03.07.2014 Die russische Bauzulieferindustrie erwies sich im Jahr 2013 als Stern am Himmel der aufstrebenden Wirtschaftsbereiche. Die große Nachfrage nach modernen Anlagen dürfte in den nächsten Jahren anhalten. Doch Russland erweist sich aufgrund der fehlenden Planungssicherheit als Standort, den solvente Investoren meiden. Das Wachstum der Branche könnte darunter schon bald leiden, obwohl Potenzial vorhanden ist.

Der überwiegende Teil der Zulieferer für Baustoffe und Baumaterialien ist in Moskau ansässig. Besonders gefragt sind Unternehmen, die Fertigwände und Paneele für den Hoch- und Wohnungsbau produzieren. Doch die größte Herausforderung der Branche ist weniger die Produktion als vielmehr der Transport der Materialien. Er treibt die Kosten in jedem Projekt in die Höhe und bietet ein erhebliches Optimierungspotenzial.

Geht es nach dem Willen der Politik, sollen sich die Bauzulieferer in unmittelbarer Nähe der großen Bauprojekten ansiedeln. Doch die Praxis sieht anders aus. Weder der Ausbau der Örtlichkeiten in Sotchi für die Olympischen Spiele 2014 noch der APEC-Gipfel des Jahres 2012 in Wladiwostok konnten die Ansiedlung von Bauzulieferunternehmen forcieren. Vielmehr wurde der Transport der Materialien nach Russland, GUS aus allen Landesteilen bevorzugt.

Zusammenfassend sieht sich Russland vor einem Dilemma. Investitionen in die Zulieferindustrie am Bau werden dringend gebraucht. Über 90 Fabriken wie Zementwerke, Glaswerke und Produktionslinien für Isoliermaterial werden benötigt. Zahlreiche benachbarte Branchen wie der Wohnungsbau können nicht wie geplant investieren, weil die Zulieferung von Baustoffen fehlt.
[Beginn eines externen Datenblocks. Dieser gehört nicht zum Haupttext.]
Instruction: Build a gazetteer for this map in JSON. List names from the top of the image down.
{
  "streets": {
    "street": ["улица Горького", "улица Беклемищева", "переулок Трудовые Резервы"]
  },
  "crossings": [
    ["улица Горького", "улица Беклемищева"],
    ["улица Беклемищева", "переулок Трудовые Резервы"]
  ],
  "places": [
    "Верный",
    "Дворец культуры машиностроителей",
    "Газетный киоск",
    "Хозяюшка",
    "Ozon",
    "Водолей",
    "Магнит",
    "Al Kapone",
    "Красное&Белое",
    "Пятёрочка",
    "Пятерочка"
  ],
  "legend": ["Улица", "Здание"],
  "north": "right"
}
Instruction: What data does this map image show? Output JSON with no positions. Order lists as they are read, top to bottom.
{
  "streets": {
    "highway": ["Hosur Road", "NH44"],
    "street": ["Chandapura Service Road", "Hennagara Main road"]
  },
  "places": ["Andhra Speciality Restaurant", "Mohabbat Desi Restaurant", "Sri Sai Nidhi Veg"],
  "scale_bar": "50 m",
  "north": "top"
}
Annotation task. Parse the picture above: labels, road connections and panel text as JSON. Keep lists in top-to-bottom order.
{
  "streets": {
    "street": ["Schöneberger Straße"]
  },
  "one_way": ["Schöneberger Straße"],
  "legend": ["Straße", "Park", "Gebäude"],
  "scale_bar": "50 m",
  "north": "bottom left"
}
Der Transport über weite Strecken nach Russland, GUS gewinnt deshalb in den nächsten Jahren weiterhin an Bedeutung. Insbesondere Spezialtransporte nach Russland und Übermaßtransporte sind erforderlich, um schwere Geräte und Baustoffe an den Ort der Investition zu bringen. Angesichts der anstehenden Großprojekte wie die Fußball-Weltmeisterschaft 2018 oder die Hochgeschwindigkeitsstrecke Moskau-Kasan wird der Bedarf an Investitionen massiv zunehmen. Doch die Herausforderung, schweres Gerät über weite Strecken nach Russland, GUS zu bringen, dürfte für die Zulieferer bestehen bleiben.